Example curl request

curl -X POST -H 'Content-Type: application/json' -H 'key: <your-api-key>' --data '{
  "items": [
    {
      "id": "1",
      "value": "{\"conversation_id\":\"conversation-id\",\"messages\":[{\"message_id\":0,\"role\":\"user\",\"content\":\"\"}]}"
    }
  ],
  "params": {
    "do_sample": false,
    "max_tokens_to_generate": 2048,
    "process_prompt": true,
    "repetition_penalty": 1,
    "select_expert": "test-sky-spec-decoding",
    "temperature": 1,
    "top_k": 50,
    "top_p": 1
  }
}' '<your-sambastudio-domain>/api/v2/predict/generic/stream/<project-id>/<endpoint-id>'

Speculative decoding endpoint usage considerations

Since the Speculative Decoding Model Type is a composition of two models working together, considerations such as how a prompt is constructed, the system prompt, and inference parameters need to be kept in mind to make sure the model that uses speculative decoding behaves as expected.

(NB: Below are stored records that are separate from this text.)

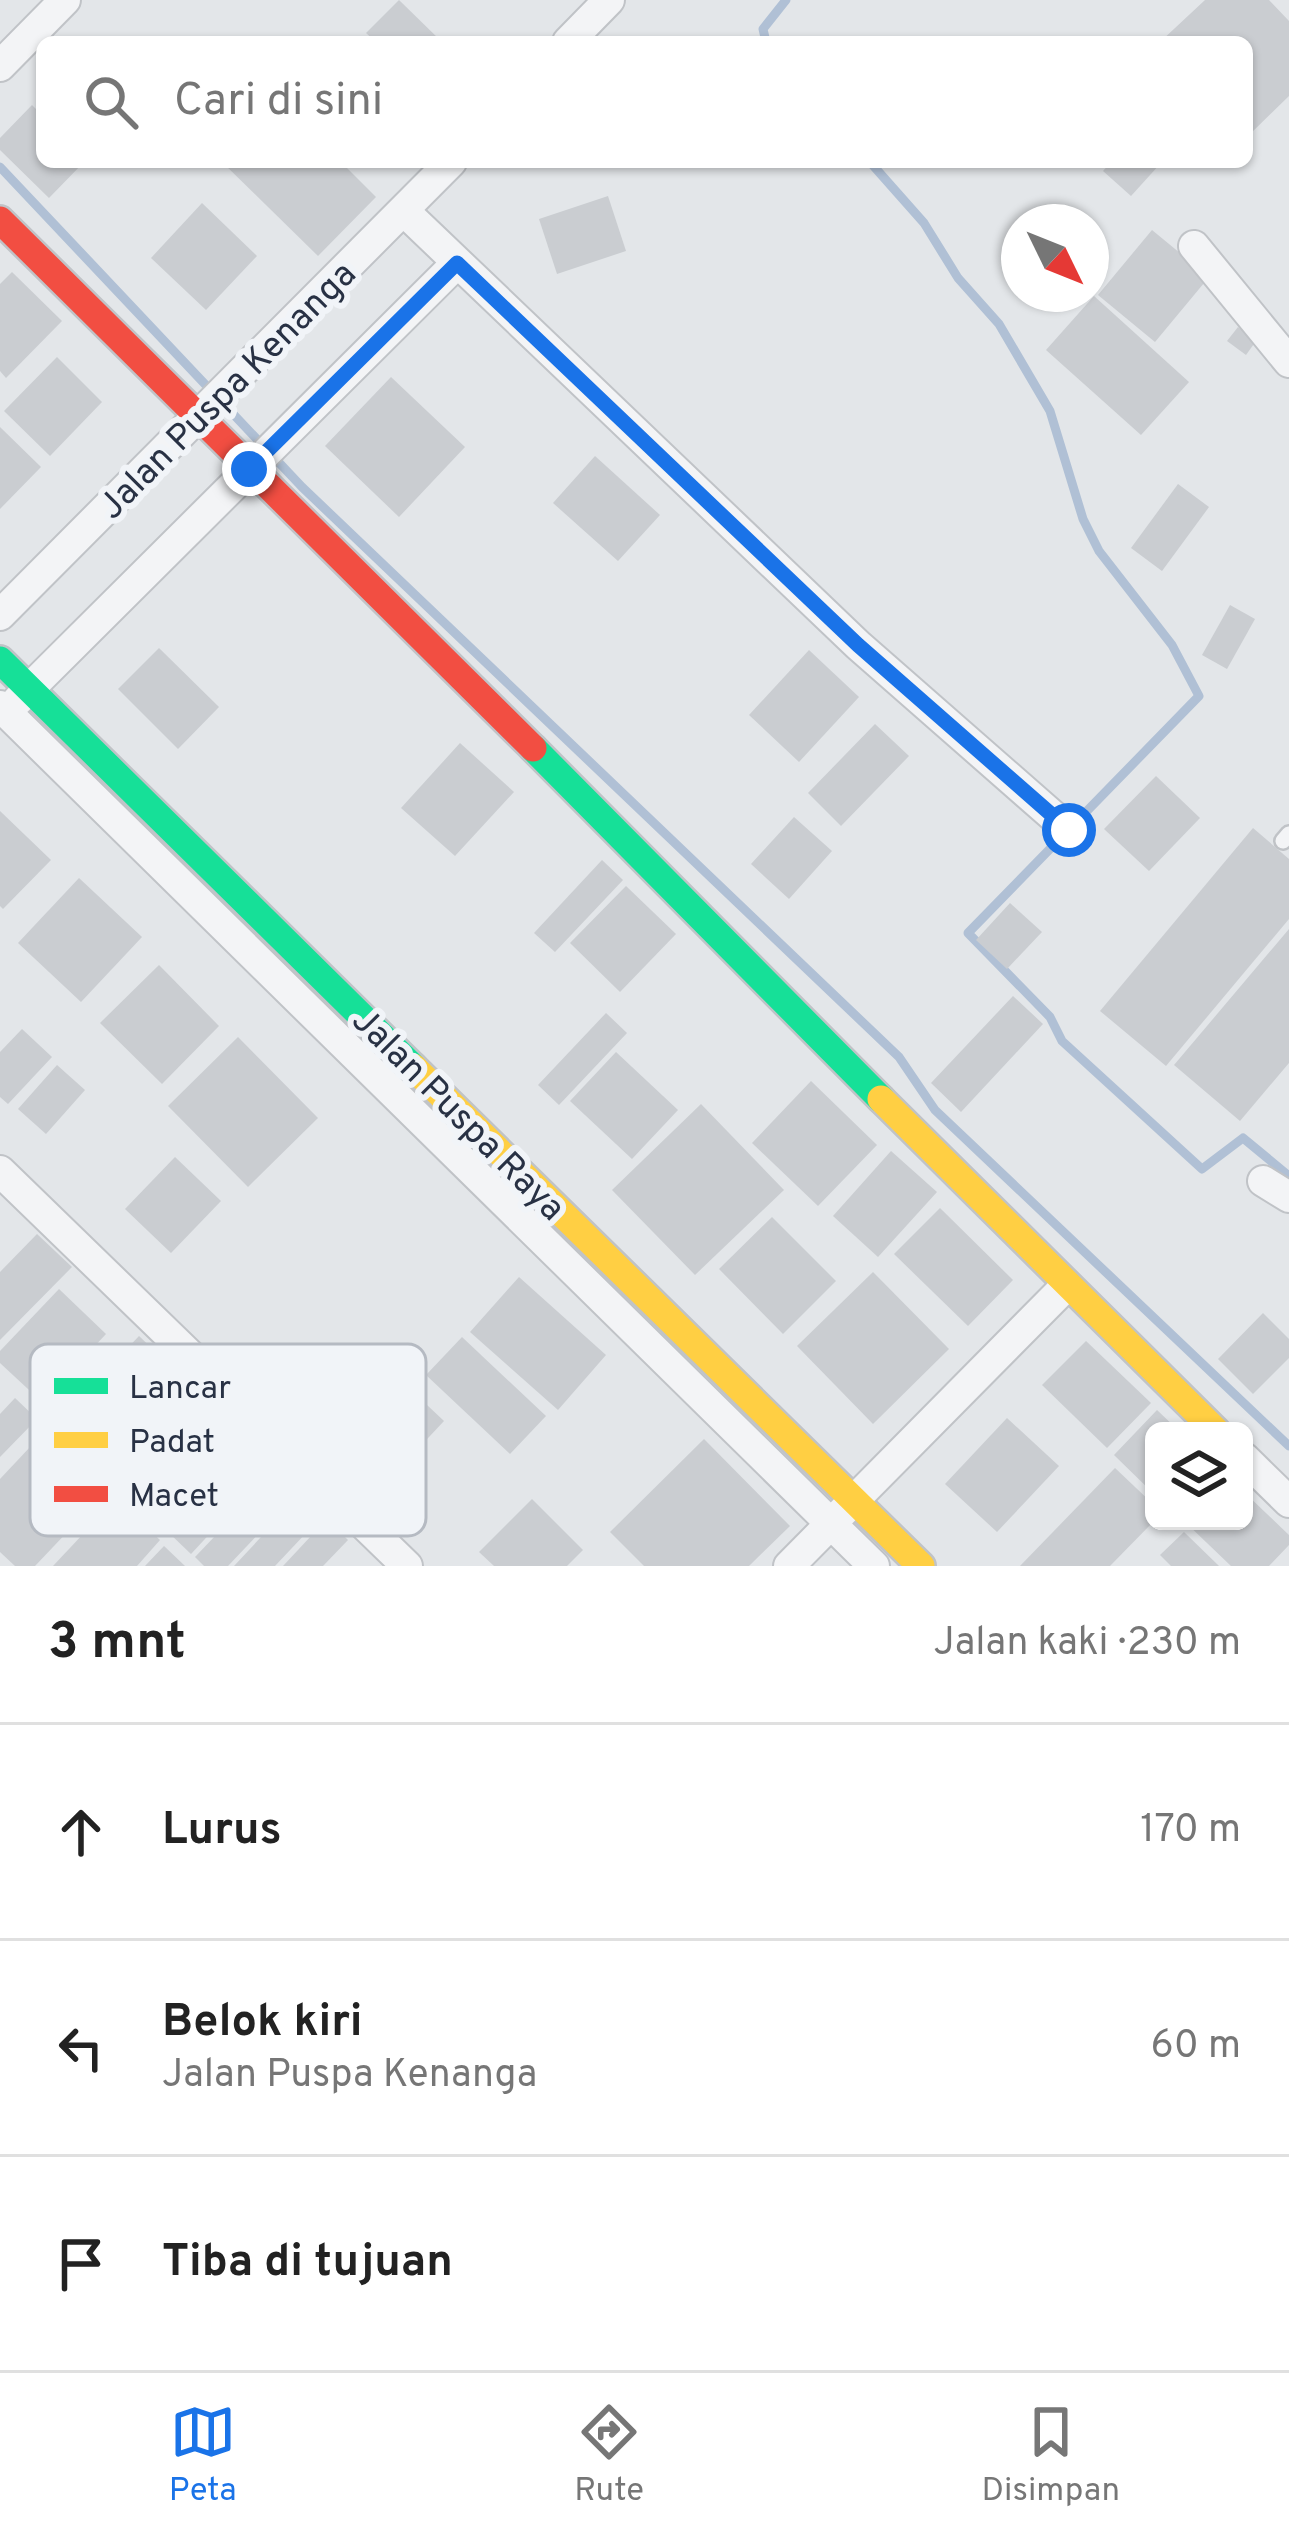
<!DOCTYPE html>
<html lang="id">
<head>
<meta charset="utf-8">
<style>
  :root { --surface:#fff; --page:#f6f6f6; --text:#222; --muted:#767676; --line:#e0e0e0; --accent:#1a73e8 }
  body { margin:0; font-family:Overpass,sans-serif; background:var(--page); color:var(--text) }
  .controls { position:absolute; right:36px; bottom:36px; display:grid; overflow:hidden; border-radius:18px; box-shadow:0 3px 9px #0004 }
  .controls button { width:108px; height:108px; display:grid; place-items:center; padding:0; border:0; border-bottom:3px solid var(--line); background:var(--surface); color:var(--text); font:60px sans-serif }
  .compass { position:absolute; left:1001px; top:204px; width:108px; height:108px; border-radius:50%; background:var(--surface); box-shadow:0 3px 9px #0004; rotate:133deg }
  .stop { position:absolute; width:36px; height:36px; margin:-27px; border:9px solid #1a73e8; border-radius:50%; background:#fff }
  .stop.end { background:#1a73e8; border-color:#fff; box-shadow:0 3px 12px #0008 }
  .list { margin:0; padding:0; list-style:none }
  h2 { display:flex; justify-content:space-between; align-items:center; height:156px; margin:0; padding:0 48px; font-size:51px }
  h2 small { font-size:39px; font-weight:400; color:var(--muted) }
  .list li { display:grid; grid-template-columns:78px 1fr auto; gap:36px; align-items:center; box-sizing:border-box; height:216px; padding:0 48px; border-top:3px solid var(--line) }
  .list b { display:block; font-size:45px; white-space:nowrap }
  .list p { margin:0; font-size:39px; white-space:nowrap; color:var(--muted) }
  .list em { font-size:39px; font-style:normal; color:var(--muted) }
  .icon { flex:none; width:66px; height:66px; fill:none; stroke:currentColor; stroke-width:2; stroke-linecap:round; stroke-linejoin:round }
  .map { position:relative; flex:none; width:1289px; height:1566px; overflow:hidden }
  .search { position:absolute; background:var(--surface); box-shadow:0 3px 9px #0004; left:36px; right:36px; top:36px; height:132px; display:flex; align-items:center; gap:30px; box-sizing:border-box; padding:0 42px; border-radius:18px; color:var(--muted); font-size:45px }
  .sheet { height:804px; background:var(--surface) }
  nav { display:flex; justify-content:space-around; align-items:center; box-sizing:border-box; height:168px; border-top:3px solid var(--line); background:var(--surface); font-size:33px; color:var(--muted) }
  nav a { display:grid; justify-items:center; gap:6px }
  nav .on { color:var(--accent) }
  .map>svg:first-child { display:block }
  .lines { fill:none; stroke-linecap:round; stroke-linejoin:round }
  .stream { stroke:#b0c0d5; stroke-width:9 }
  .building { fill:#cacdd1 }
  .lane-casing { stroke:#c0c3c7; stroke-width:20 }
  .street-casing { stroke:#c0c3c7; stroke-width:34 }
  .fast-casing { stroke:#c0c3c7; stroke-width:32 }
  .slow-casing { stroke:#c0c3c7; stroke-width:32 }
  .jam-casing { stroke:#c0c3c7; stroke-width:32 }
  .lane { stroke:#f3f4f6; stroke-width:15 }
  .street { stroke:#f3f4f6; stroke-width:30 }
  .fast { stroke:#16e098; stroke-width:27 }
  .slow { stroke:#ffcf43; stroke-width:27 }
  .jam { stroke:#f24e42; stroke-width:27 }
  .route { stroke:#1a73e8; stroke-width:15 }
  .labels { text-anchor:middle; stroke-width:12; stroke-linejoin:round; paint-order:stroke }
  .street-label { font-size:36px; fill:#283144; stroke:#f1f4f8 }
  .key { fill:#f1f4f8; stroke:#b5bac2; stroke-width:3 }
  .key-label { font-size:33px; fill:#283144 }
</style>
</head>
<body>
<div class="map">
<svg width="1289" height="1566" viewBox="0 0 1289 1566">
  <rect width="100%" height="100%" fill="#e3e6e9"/>
  <g class="lines">
    <g class="stream">
      <polyline points="766,42 763,29 786,0"/>
      <polyline points="870,162 924,223 958,278 999,324 1050,411 1083,519 1099,551 1172,645 1199,696 968,933 1050,1017 1062,1041 1202,1169 1243,1138 1289,1176"/>
      <polyline points="0,167 302,487 899,1057 935,1110 1289,1446"/>
    </g>
  </g>
  <g class="building">
    <polygon points="399,0 442,42 376,42 366,33"/>
    <polygon points="1205,0 1269,0 1289,21 1289,96 1247,137 1247,42 1160,42"/>
    <polygon points="32,105 42,115 42,162 84,162 49,198 0,150 0,138"/>
    <polygon points="222,162 341,162 376,197 318,256"/>
    <polygon points="1111,162 1158,162 1160,164 1131,196 1103,171"/>
    <polygon points="608,196 626,251 557,274 539,219"/>
    <polygon points="202,203 257,256 206,310 151,258"/>
    <polygon points="1152,230 1209,277 1155,342 1098,295"/>
    <polygon points="12,272 62,321 6,378 0,371 0,284"/>
    <polygon points="1094,296 1189,382 1141,435 1046,350"/>
    <polygon points="1238,327 1256,341 1246,355 1227,341"/>
    <polygon points="57,357 102,402 50,456 4,411"/>
    <polygon points="391,377 465,447 399,517 325,446"/>
    <polygon points="0,427 41,467 0,509"/>
    <polygon points="595,456 660,515 618,561 553,503"/>
    <polygon points="1178,484 1209,507 1162,571 1131,548"/>
    <polygon points="1230,605 1255,619 1227,669 1202,655"/>
    <polygon points="159,648 219,707 178,749 118,689"/>
    <polygon points="809,650 859,697 799,762 749,715"/>
    <polygon points="875,724 909,756 841,826 808,793"/>
    <polygon points="460,743 514,792 455,856 401,808"/>
    <polygon points="1156,776 1200,818 1149,871 1104,829"/>
    <polygon points="0,811 51,860 3,909 0,906"/>
    <polygon points="794,817 832,851 789,899 751,864"/>
    <polygon points="1253,828 1289,859 1289,919 1166,1066 1100,1011"/>
    <polygon points="602,860 623,880 555,952 534,933"/>
    <polygon points="79,878 142,937 81,1002 18,943"/>
    <polygon points="626,886 676,934 620,992 570,943"/>
    <polygon points="1010,903 1042,932 1007,969 976,940"/>
    <polygon points="1289,929 1289,1063 1240,1121 1174,1065"/>
    <polygon points="159,965 219,1026 162,1084 100,1023"/>
    <polygon points="1013,996 1043,1024 961,1112 931,1083"/>
    <polygon points="606,1013 627,1033 559,1105 538,1085"/>
    <polygon points="22,1029 52,1057 8,1104 0,1097 0,1052"/>
    <polygon points="238,1037 318,1118 248,1187 168,1106"/>
    <polygon points="616,1052 678,1110 632,1159 570,1101"/>
    <polygon points="57,1065 85,1090 46,1134 18,1109"/>
    <polygon points="811,1081 877,1145 818,1206 752,1143"/>
    <polygon points="701,1104 784,1190 695,1275 612,1190"/>
    <polygon points="891,1151 937,1192 878,1257 833,1216"/>
    <polygon points="175,1157 221,1201 171,1253 125,1209"/>
    <polygon points="940,1208 1013,1280 968,1326 894,1254"/>
    <polygon points="772,1217 836,1281 783,1334 719,1269"/>
    <polygon points="37,1234 72,1267 0,1340 0,1272"/>
    <polygon points="873,1272 949,1349 873,1424 797,1346"/>
    <polygon points="519,1277 606,1355 558,1410 470,1332"/>
    <polygon points="59,1289 106,1334 42,1402 0,1363 0,1351"/>
    <polygon points="1263,1313 1289,1339 1289,1358 1253,1394 1218,1359"/>
    <polygon points="139,1336 160,1356 76,1446 55,1425"/>
    <polygon points="462,1337 546,1416 510,1454 426,1375"/>
    <polygon points="1086,1341 1151,1403 1107,1448 1042,1385"/>
    <polygon points="377,1358 444,1421 399,1469 332,1406"/>
    <polygon points="15,1398 37,1419 0,1457 0,1414"/>
    <polygon points="1157,1410 1179,1431 1154,1431 1154,1494 1114,1455"/>
    <polygon points="1007,1418 1059,1466 997,1532 945,1484"/>
    <polygon points="47,1429 109,1488 35,1566 15,1566 0,1552 0,1479"/>
    <polygon points="704,1439 790,1526 749,1566 644,1566 610,1532"/>
    <polygon points="208,1440 255,1485 191,1554 144,1509"/>
    <polygon points="280,1468 301,1489 228,1566 204,1566 195,1557"/>
    <polygon points="1115,1468 1154,1505 1154,1521 1110,1566 1020,1566"/>
    <polygon points="1244,1492 1289,1535 1289,1545 1269,1566 1231,1566 1184,1521 1244,1521"/>
    <polygon points="302,1493 324,1514 275,1566 234,1566"/>
    <polygon points="116,1499 160,1540 137,1566 53,1566"/>
    <polygon points="532,1499 583,1550 567,1566 494,1566 479,1552"/>
    <polygon points="327,1519 348,1540 323,1566 283,1566"/>
    <polygon points="1184,1532 1219,1566 1171,1566 1160,1555"/>
    <polygon points="164,1546 185,1566 145,1566"/>
  </g>
  <g class="lines">
    <defs>
      <polyline id="lane" points="1283,841 1289,834"/>
      <g id="street">
        <polyline points="568,42 609,0"/>
        <polyline points="0,66 65,0"/>
        <polyline points="404,211 858,645 1069,830"/>
        <polyline points="1194,246 1289,362"/>
        <polyline points="0,615 451,162"/>
        <polyline points="18,700 457,263"/>
        <polyline points="0,706 874,1566"/>
        <polyline points="0,1171 407,1566"/>
        <polyline points="1263,1181 1289,1197"/>
        <polyline points="1244,1458 1289,1502"/>
        <polyline points="789,1566 1065,1287"/>
      </g>
      <g id="fast">
        <polyline points="0,660 413,1067"/>
        <polyline points="533,748 881,1099"/>
      </g>
      <g id="slow">
        <polyline points="413,1067 921,1566"/>
        <polyline points="881,1099 1216,1431"/>
      </g>
      <polyline id="jam" points="0,220 533,748"/>
    </defs>
    <use href="#lane" class="lane-casing"/>
    <use href="#street" class="street-casing"/>
    <use href="#fast" class="fast-casing"/>
    <use href="#slow" class="slow-casing"/>
    <use href="#jam" class="jam-casing"/>
    <use href="#lane" class="lane"/>
    <use href="#street" class="street"/>
    <use href="#fast" class="fast"/>
    <use href="#slow" class="slow"/>
    <use href="#jam" class="jam"/>
  </g>
  <g class="lines">
    <polyline class="route" points="249,469 457,263 858,645 1069,830"/>
  </g>
  <g class="labels">
    <g class="street-label">
      <text transform="translate(226 389) rotate(-45)" y="13">Jalan Puspa Kenanga</text>
      <text transform="translate(460 1113) rotate(45)" y="13">Jalan Puspa Raya</text>
    </g>
  </g>
  <rect x="30" y="1344" width="396" height="192" rx="18" class="key"/>
  <rect x="54" y="1378" width="54" height="16" fill="#16e098"/>
  <rect x="54" y="1432" width="54" height="16" fill="#ffcf43"/>
  <rect x="54" y="1486" width="54" height="16" fill="#f24e42"/>
  <g class="key-label">
    <text x="129" y="1398">Lancar</text>
    <text x="129" y="1452">Padat</text>
    <text x="129" y="1506">Macet</text>
  </g>
</svg>
<div class="controls">
<button><svg class="icon" aria-label="layers" viewBox="0 0 24 24"><path d="M12 4l9 5-9 5-9-5zM3 14l9 5 9-5"/></svg></button>
</div>
<svg class="compass" viewBox="-18 -18 36 36"><path d="M0-13l5 13h-10z" fill="#e53935"/><path d="M0 13l5-13h-10z" fill="#767676"/></svg>
<div class="stop" style="left:1069px;top:830px"></div>
<div class="stop end" style="left:249px;top:469px"></div>
<div class="search"><svg class="icon" aria-label="search" viewBox="0 0 24 24"><circle cx="10" cy="10" r="6"/><path d="M15 15l6 6"/></svg>Cari di sini</div>
</div>
<section class="sheet">
<h2>3 mnt<small>Jalan kaki · 230 m</small></h2>
<ul class="list">
<li><svg class="icon" aria-label="ahead" viewBox="0 0 24 24"><path d="M12 20V5M6 11l6-6 6 6"/></svg><div><b>Lurus</b></div><em>170 m</em></li>
<li><svg class="icon" aria-label="left" viewBox="0 0 24 24"><path d="M17 20v-9H6M10 6l-5 5 5 5"/></svg><div><b>Belok kiri</b><p>Jalan Puspa Kenanga</p></div><em>60 m</em></li>
<li><svg class="icon" aria-label="arrive" viewBox="0 0 24 24"><path d="M6 21V4h12l-3 4 3 4H6"/></svg><div><b>Tiba di tujuan</b></div></li>
</ul>
</section>
<nav>
<a class="on"><svg class="icon" aria-label="map" viewBox="0 0 24 24"><path d="M3 6l6-2 6 2 6-2v14l-6 2-6-2-6 2zM9 4v14M15 6v14"/></svg>Peta</a>
<a><svg class="icon" aria-label="directions" viewBox="0 0 24 24"><path d="M12 3l9 9-9 9-9-9zM9 14v-3h6M13 9l2 2-2 2"/></svg>Rute</a>
<a><svg class="icon" aria-label="saved" viewBox="0 0 24 24"><path d="M7 4h10v16l-5-4-5 4z"/></svg>Disimpan</a>
</nav>
</body>
</html>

If process_prompt is specified as False in the inference request, the raw prompt specified in the request body will be applied to both the target model and draft model. This means that the chat template of the draft model will not apply here if process_prompt=False. If process_prompt is set to True, then the default chat template for the target and draft model will be used.

Any inference parameters specified in the parameter menu option in the Playground will be applied to both the target and draft model. Sometimes this means we have to sync the inference parameters of the target and draft models. For instance, if you encounter an error message similar to Got exception running text generation… while running inference on a speculative decoding pair through the playground or API, it is likely because sampling is enabled. The error occurs because either the draft model or the target model does not support sampling. To fix this and sync the target and draft model inference parameters, send a new request with top_k set to 1 and do_sample set to false.